The role of high dose therapy with autologous stem cell transplantation (ASCT) in relapsed follicular lymphoma (FL) remains controversial, with lack of comparative studies in the Rituximab (R) era. We conducted a comparative effectiveness analysis to evaluate the use of ASCT at first or second (1st/2nd) relapse on survival outcome in two cancer centers in Alberta. Both centers treat a similar catchment population within the same government-funded health care system, providing simultaneous access to new cancer treatments. Treatment center A however, routinely offers ASCT at 1st/2nd FL relapse whereas treatment center B tends to offer ASCT later or never. Both centers occasionally offer allogeneic transplantation later in the disease course.
The Alberta Cancer Registry was interrogated to identify FL patients diagnosed between 2001 and 2010. Patients who were aged 18-60 years at initial diagnosis and experienced a relapse post initial chemotherapy treatment regardless of first-line management (watch and wait, chemotherapy, chemoimmunotherapy or radiation) were included in this analysis. Patients who had grade 3B or areas of concurrent diffuse large B-cell lymphoma at initial diagnosis were excluded.
A total of 568 patients aged 18-60 years were diagnosed with FL during the 10 year study period in Alberta, and 180 patients meeting inclusion criteria experienced relapse from chemotherapy and received treatment at center A (n=96) or center B (n=84). There were no statistically significant differences in patient and disease characteristics at diagnosis or at relapse between the two centers. The median follow-up was 104.4 months (28.1-156.1) from diagnosis and 65.3 months (0.3-151.8) from first relapse post chemotherapy.

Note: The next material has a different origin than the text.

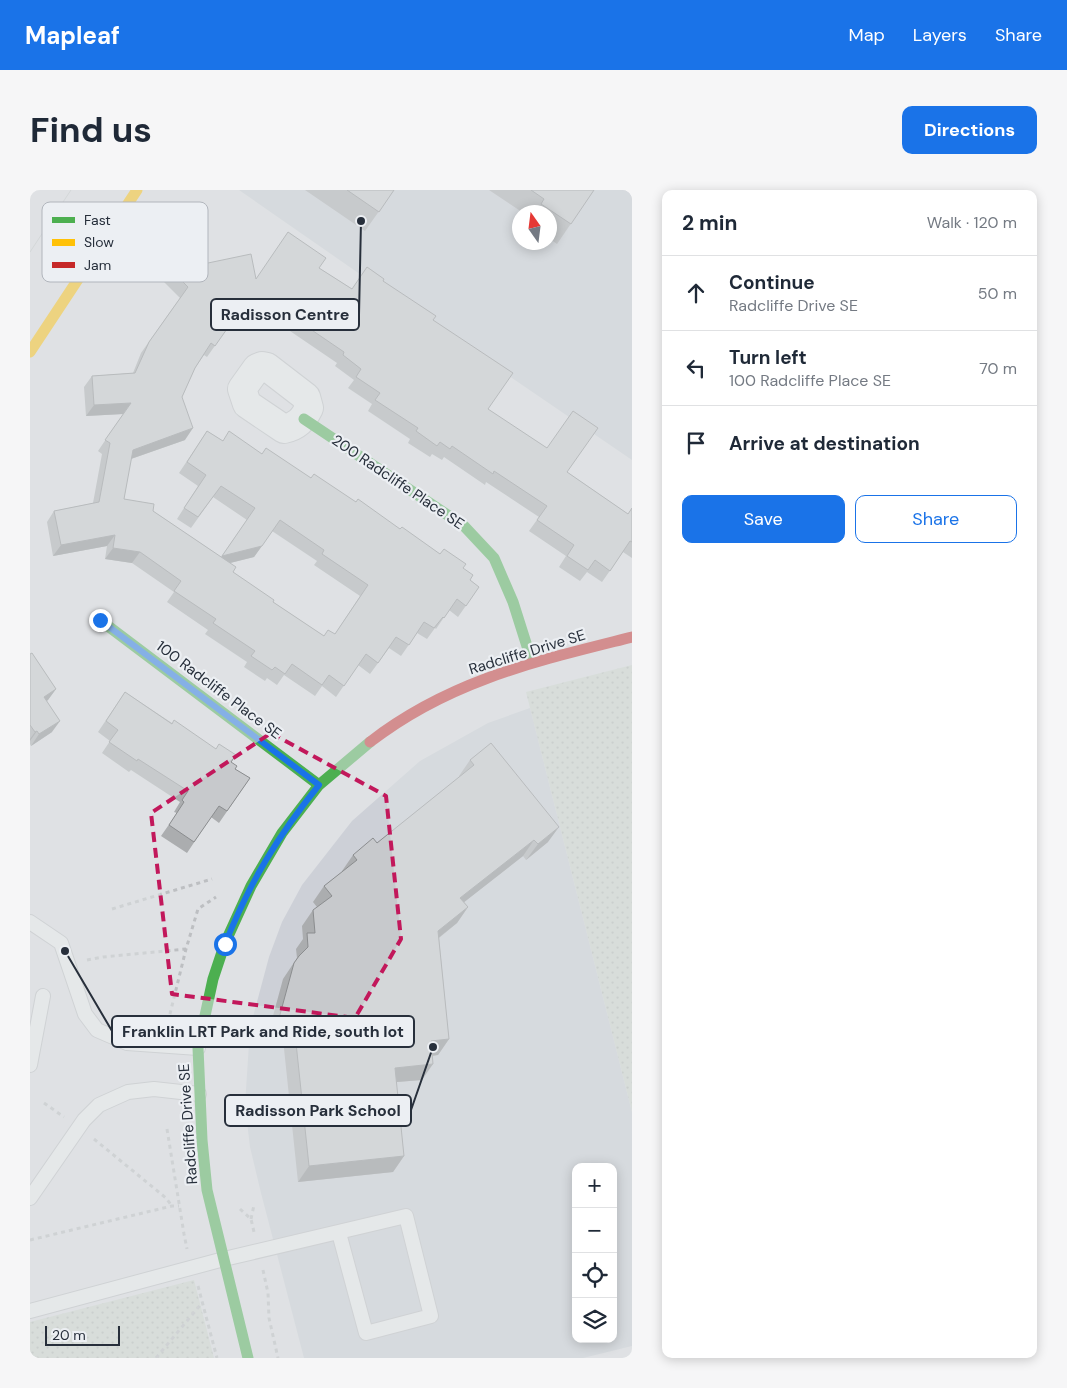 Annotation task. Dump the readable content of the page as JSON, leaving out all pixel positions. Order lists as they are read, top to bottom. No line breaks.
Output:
{"streets":{"street":["200 Radcliffe Place SE","Radcliffe Drive SE","100 Radcliffe Place SE"]},"crossings":[["200 Radcliffe Place SE","Radcliffe Drive SE"],["Radcliffe Drive SE","100 Radcliffe Place SE"]],"places":["Radisson Centre","Franklin LRT Park and Ride, south lot","Radisson Park School"],"legend":["Fast","Slow","Jam"],"scale_bar":"20 m","north":"top","page":{"header":"Mapleaf","nav":["Map","Layers","Share"],"buttons":["Directions",["Save","Share"]],"title":"Find us","heading":["2 min","Walk · 120 m"],"list":[["Continue","Radcliffe Drive SE","50 m"],["Turn left","100 Radcliffe Place SE","70 m"],"Arrive at destination"],"map_buttons":["+","−"],"scale":"20 m"}}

The proportion of patients ever receiving ASCT was higher at center A compared to B (61.46% vs.16.67%, p<0.001) especially those receiving at 1st/2nd relapse (58.3% vs. 7.1%, p<0.001). Center A also utilized allogeneic transplantation more frequently (16.7% vs. 3.6%, p=0.004). The use of R-chemotherapy (89.6% vs. 82.1%, p=0.46), R-maintenance therapy (34.4% vs. 39.3%, p=0.50), Doxorubicin-based chemotherapy (60.4% vs. 61.9%, p=0.84), Fludarabine (19.8% vs. 29.8%, p=0.12) were similar for center A vs. B, respectively, although center A less commonly enrolled patients on clinical trials (12.5% vs. 39.3%, p<0.01).

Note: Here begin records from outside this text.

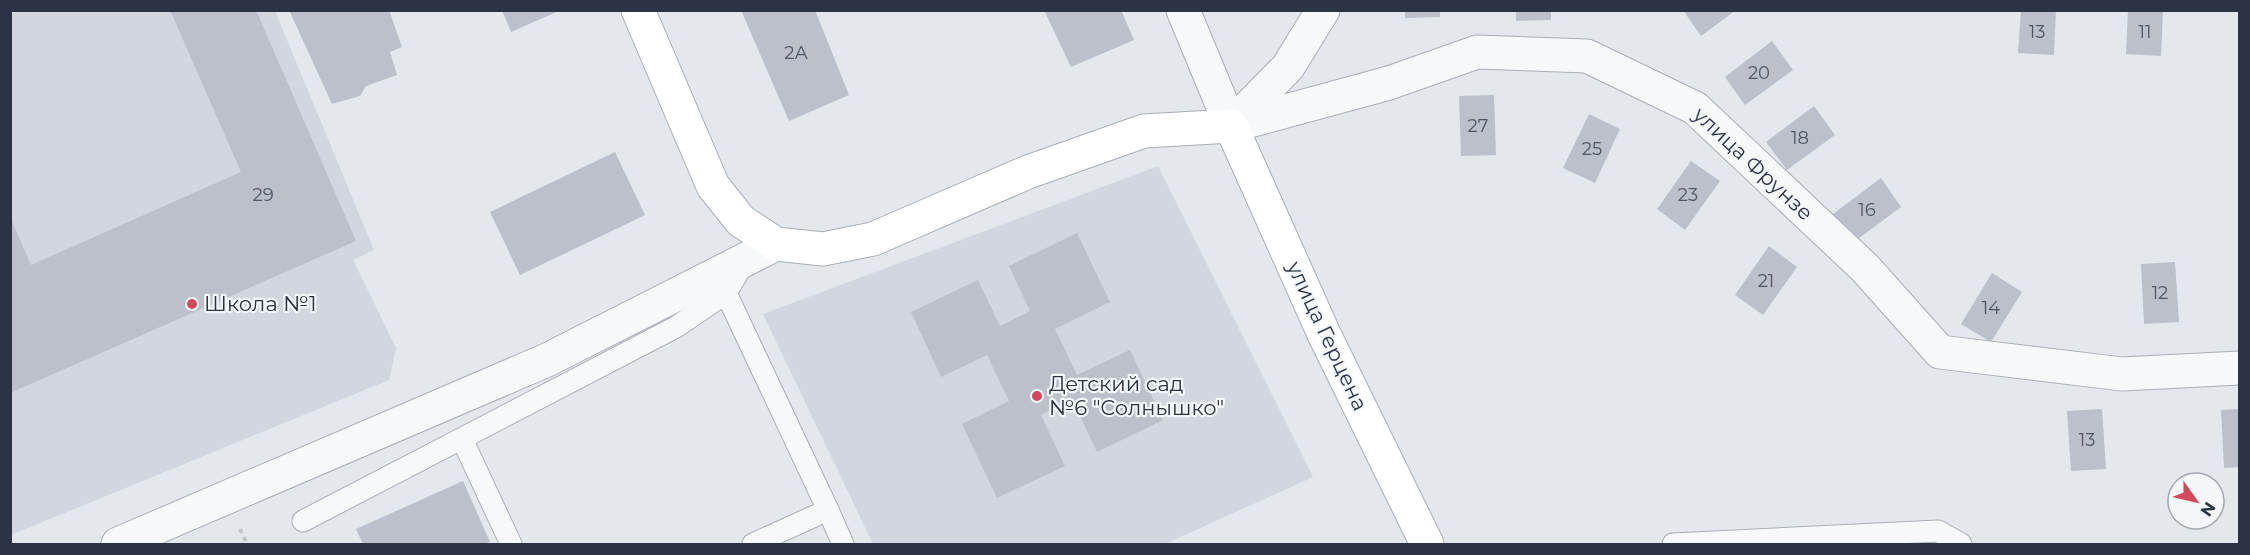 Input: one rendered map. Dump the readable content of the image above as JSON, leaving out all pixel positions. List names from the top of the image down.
{
  "streets": {
    "street": ["улица Фрунзе", "улица Герцена"]
  },
  "crossings": [
    ["улица Фрунзе", "улица Герцена"]
  ],
  "places": ["Школа №1", "Детский сад №6 \"Солнышко\""],
  "house_numbers": [
    "13",
    "11",
    "2А",
    "20",
    "27",
    "18",
    "25",
    "29",
    "23",
    "16",
    "21",
    "12",
    "14",
    "13"
  ],
  "north": "bottom right"
}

The projected 5-year overall survival (OS) from first relapse was significantly higher in center A vs. B (88.9% vs. 59.5%, HR 3.24, p<0.001) (Figure 1). For these 180 patients, the projected 10-year OS from initial diagnosis was 85.4% in center A vs. 60.5% in center B (HR 3.02, p=0.003).
The factors associated with improved OS from relapse at univariate analysis were female gender (p=0.01), no co-morbidities (p=0.01), FLIPI score 0-2 at diagnosis (p<0.001) and TTP >1 year (p=0.002). Receiving ASCT was highly associated with improved OS (p=0.006) as well as timing of the ASCT (p<0.001). Patients receiving ASCT at 1st/2nd relapse had projected 5-year OS of 92.4% vs. 66.5% for no ASCT vs. 62.5% for ASCT beyond second relapse (p<0.001) (Figure 2). In contrast, allogeneic transplantation did not affect OS (p=0.62).
In multivariate analysis, factors that were independently associated with improved OS were treatment center A (HR 3.16, p=0.001), FLIPI score 0-2 at diagnosis, no transformation, ever use of Rituximab with chemotherapy, and ever use of R-maintenance. Another multivariate model examining the OS of all patients without considering treatment center found that ASCT at 1st/2nd relapse was associated with improved OS (HR 4.55, p=0.002) independent of FLIPI score 0-2 at diagnosis, no transformation, ever use of Rituximab with chemotherapy, and ever use of R-maintenance. Because treatment center and use of ASCT at 1st/2nd relapse were highly correlated, they could not be combined within the same multivariate model.
This is the first study assessing the comparative effectiveness of different treatment approaches in FL patients in their first relapse post chemotherapy, in particular the use of ASCT. Our results illustrate significantly improved survival in patients treated with high dose therapy with ASCT as well as highlighting the importance of timing of ASCT. We therefore support the use of ASCT at 1st/2nd relapse in relapsed FL patients.
No relevant conflicts of interest to declare.
Asterisk with author names denotes non-ASH members.